Q1 2026 VC funding: AI raises $240 billion, eclipsing other sectors
Serge Bulaev
In Q1 2026, AI companies may have taken about 81% of all global venture funding, raising more than $240 billion, with just a few big deals making up most of it. Other sectors like fintech, biotech, and industrial tech got much less funding and only saw large investments when connected to AI. This focus on AI suggests that while overall funding looks high, most other areas may face tighter conditions. The biggest five deals appeared to take up almost three-quarters of all the money, showing that investors might be very cautious except for top AI companies. Outside of AI, investors seem to still support areas like defense tech and cybersecurity that help or use AI.
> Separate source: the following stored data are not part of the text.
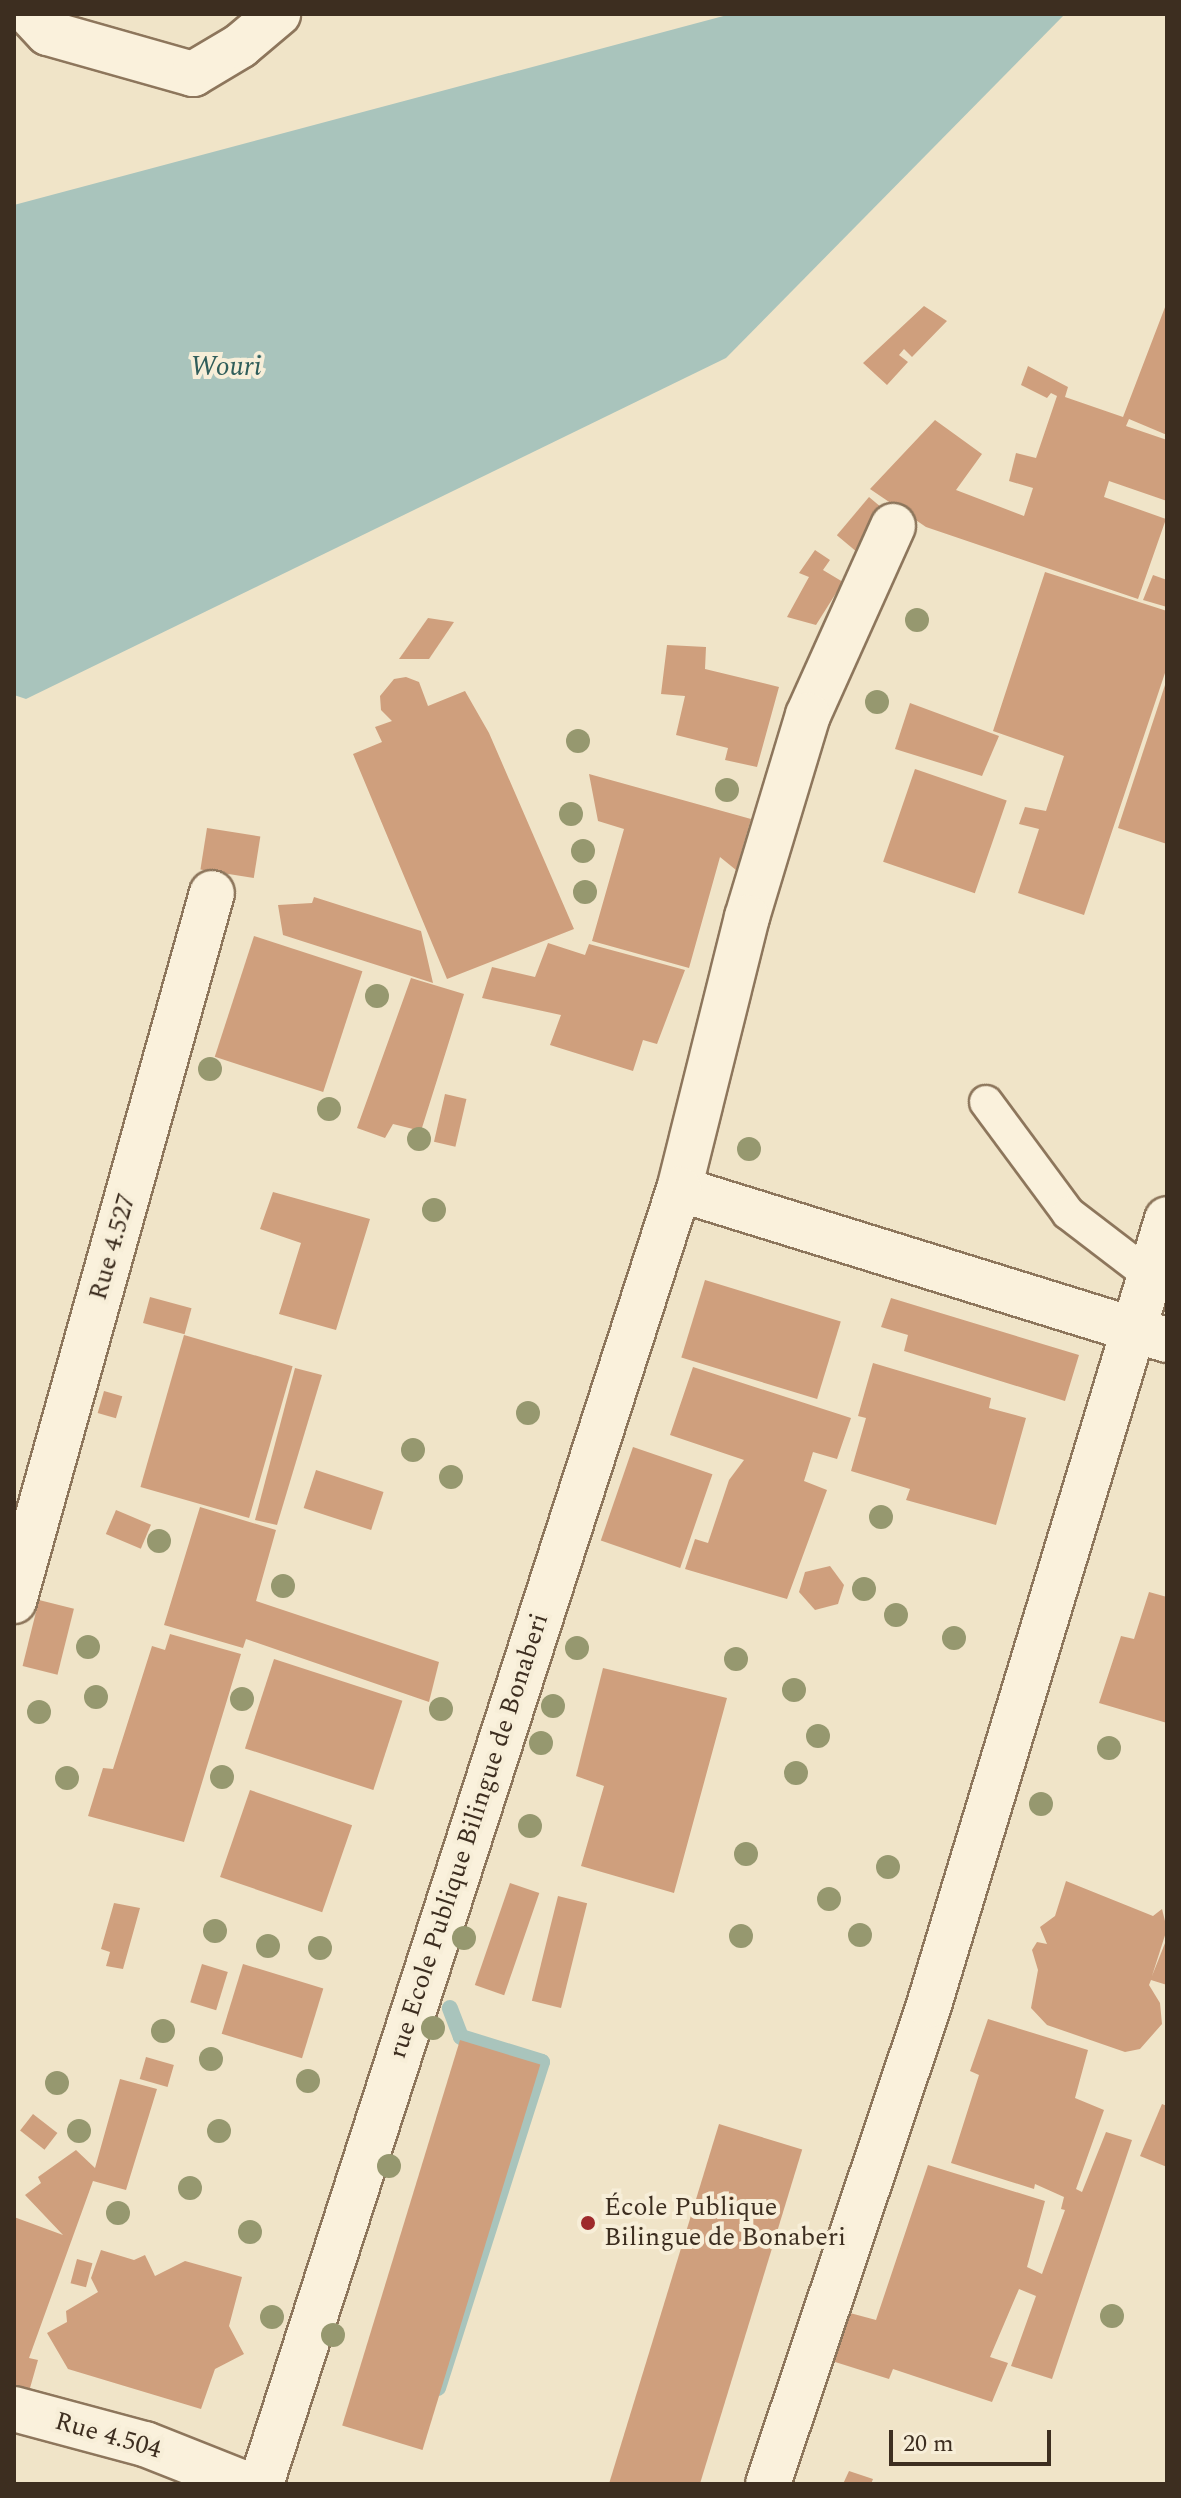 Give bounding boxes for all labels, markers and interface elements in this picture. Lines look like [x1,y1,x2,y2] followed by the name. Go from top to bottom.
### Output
[190,350,262,384] water label: Wouri
[83,1190,143,1304] street label: Rue 4.527
[382,1610,556,2062] street label: rue Ecole Publique Bilingue de Bonaberi
[604,2192,846,2254] place label: École Publique Bilingue de Bonaberi
[579,2214,597,2232] marker: École Publique Bilingue de Bonaberi
[51,2406,165,2466] street label: Rue 4.504
[893,2414,1055,2464] scale bar
[903,2426,954,2462] text: 20 m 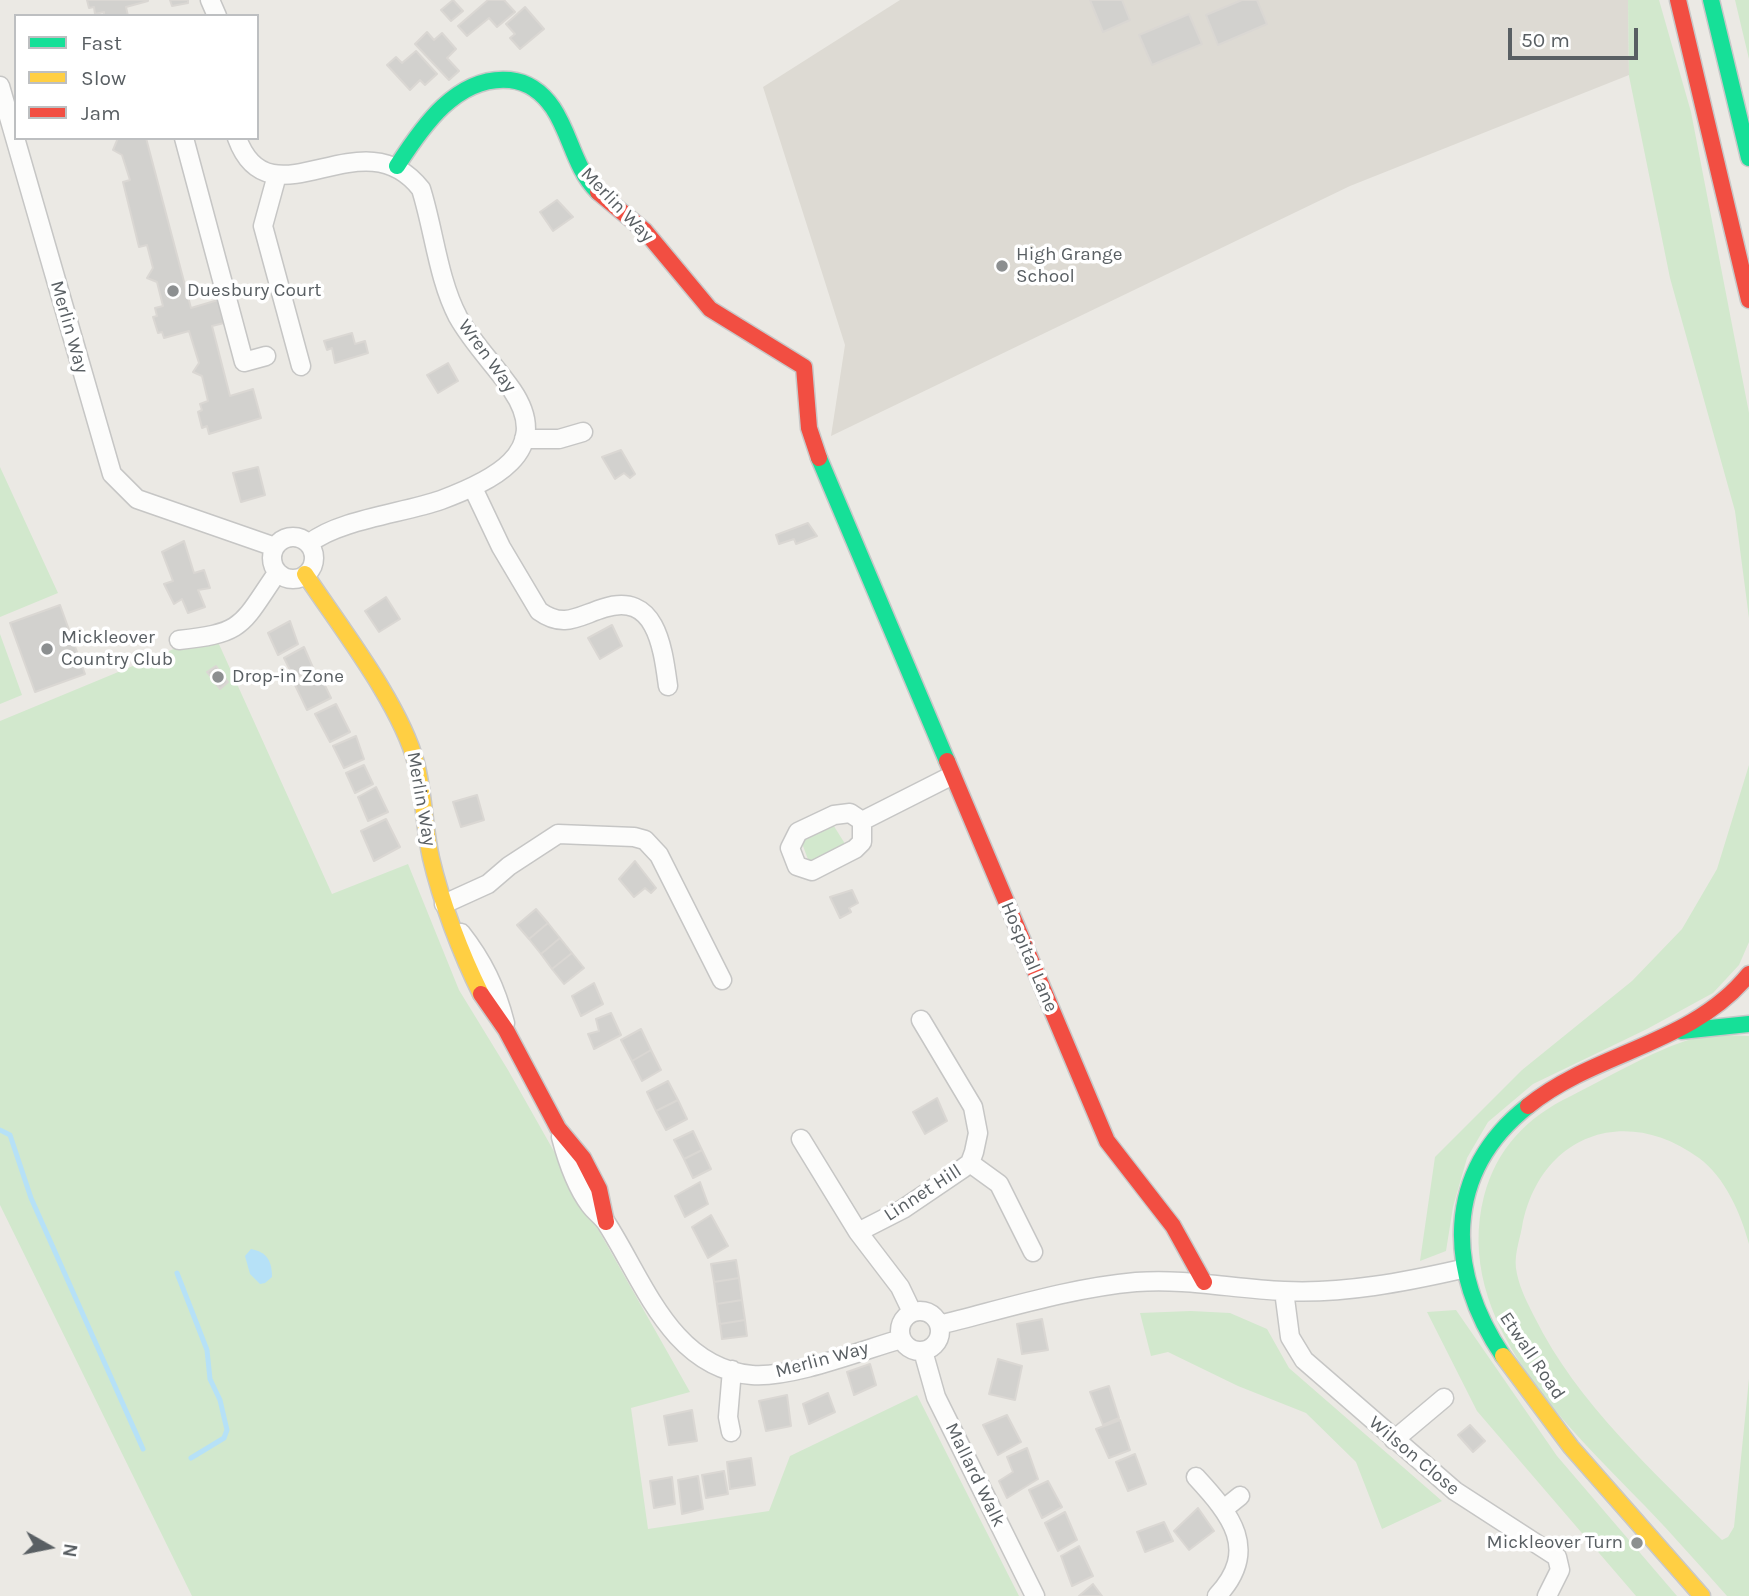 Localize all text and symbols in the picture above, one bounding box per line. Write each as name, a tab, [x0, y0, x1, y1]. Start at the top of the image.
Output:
legend	[14, 14, 259, 140]
scale bar	[1511, 14, 1640, 58]
text: 50 m	[1521, 28, 1570, 52]
text: Fast	[81, 31, 122, 55]
text: Slow	[81, 66, 126, 90]
text: Jam	[81, 101, 121, 125]
street label: Merlin Way	[576, 163, 658, 247]
place label: High Grange School	[1016, 244, 1123, 288]
marker: High Grange School	[994, 258, 1010, 274]
street label: Merlin Way	[45, 278, 93, 376]
place label: Duesbury Court	[187, 280, 321, 302]
marker: Duesbury Court	[165, 283, 181, 299]
street label: Wren Way	[453, 315, 521, 397]
place label: Mickleover Country Club	[61, 627, 173, 671]
marker: Mickleover Country Club	[39, 641, 55, 657]
place label: Drop-in Zone	[232, 666, 344, 688]
marker: Drop-in Zone	[210, 669, 226, 685]
street label: Merlin Way	[401, 750, 441, 848]
street label: Hospital Lane	[995, 898, 1063, 1016]
street label: Linnet Hill	[880, 1160, 966, 1226]
street label: Etwall Road	[1494, 1308, 1570, 1404]
street label: Merlin Way	[773, 1337, 871, 1383]
street label: Wilson Close	[1364, 1411, 1464, 1501]
street label: Mallard Walk	[940, 1419, 1010, 1531]
north arrow	[14, 1512, 84, 1582]
place label: Mickleover Turn	[1487, 1532, 1623, 1554]
marker: Mickleover Turn	[1629, 1535, 1645, 1551]
text: N	[58, 1542, 82, 1559]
The Q1 2026 VC funding landscape was dramatically reshaped by Artificial Intelligence, which captured an estimated $240 billion - representing a significant majority of all global venture capital. This intense concentration in a few mega-deals masks tighter funding conditions for most other industries and signals a significant strategic shift for investors and founders alike.
AI's Dominant Share of Venture Funding
According to industry reports, Artificial Intelligence attracted this unprecedented share of capital due to investor belief in AI's massive, power-law return potential. The immense cost of training frontier models necessitates large checks, and a powerful "fear of missing out" (FOMO) cycle has turned top AI companies into must-own assets.
According to industry reports, AI companies secured over $240 billion in Q1 2026, representing a substantial portion of total venture investment 36Kr EU. The funding was heavily concentrated at the top, with four massive rounds by OpenAI ($122B), Anthropic ($30B), xAI ($20B), and Waymo ($16B) accounting for about 65% of global VC activity. This scale left little capital for even established sectors like fintech and biotech.
Funding Landscape for Non-AI Sectors
Outside of the AI frenzy, funding was selective and significantly smaller in scale. Key non-AI sectors demonstrated the following trends:
- Fintech: While still attracting capital, mega-deals were scarce. According to industry reports, banking platforms for startups saw significant funding rounds, though at more modest valuations than in previous years (Reuters repost).
- Industrial & Defense Tech: Companies with a strategic or "physical AI" angle found success. According to industry reports, defense supply chain companies secured substantial Series B rounds, with many achieving unicorn status.
- Biotech: The sector remained active, particularly with European growth funds like JEITO Capital, but saw fewer of the blockbuster rounds that characterized previous years.
- Enterprise SaaS: Traditional software struggled to attract growth-stage funding as investor focus pivoted to AI-native applications and infrastructure.
Implications of a "Barbell" Funding Market
This extreme concentration has created a "barbell market," as described by the NVCA - PitchBook Venture Monitor. Investment is flowing into massive, late-stage rounds for perceived AI leaders on one end, and smaller, cautious seed and Series A bets on the other. This dynamic has critical implications:
- For Limited Partners (LPs): Diversification analysis must now separate AI mega-rounds from underlying early-stage market health.
- For Founders Outside AI: The bar for securing funding has risen. Founders need to demonstrate strong revenue, clear competitive moats, and a path to profitability.
- For Fund Managers: Those not focused on AI face increased scrutiny and may need stronger proof of traction to pass higher diligence standards.
Sector Funding Snapshot: Q1 2026
| Sector | Approximate trend | Primary source phrase |
|---|---|---|
| AI | Dominant share of global VC; four deals represent substantial majority of value | "AI companies attracted significant portion of the funds" - 36Kr |
| Fintech | Selective recovery; limited mega deals | PwC cites limited mega deals outside AI |
| Industrial/Robotics | Funded when tied to autonomy | KPMG notes investor interest in autonomous vehicles and robotics |
| Biotech | Meaningful yet secondary | KPMG lists biotech among active themes |
| Enterprise SaaS | Weak at growth stage; shifting to AI-native tools | 36Kr reports classic software nearly absent |
The Bottom Line: While Q1 2026 posted substantial venture capital totals, the market has become narrower and more challenging than ever. Capital is abundant for foundational AI models and their direct supply chain, including semiconductors and energy infrastructure. For all other companies, the path to funding now requires exceptional traction, demonstrable efficiency, and a clear strategic fit in a world increasingly defined by AI.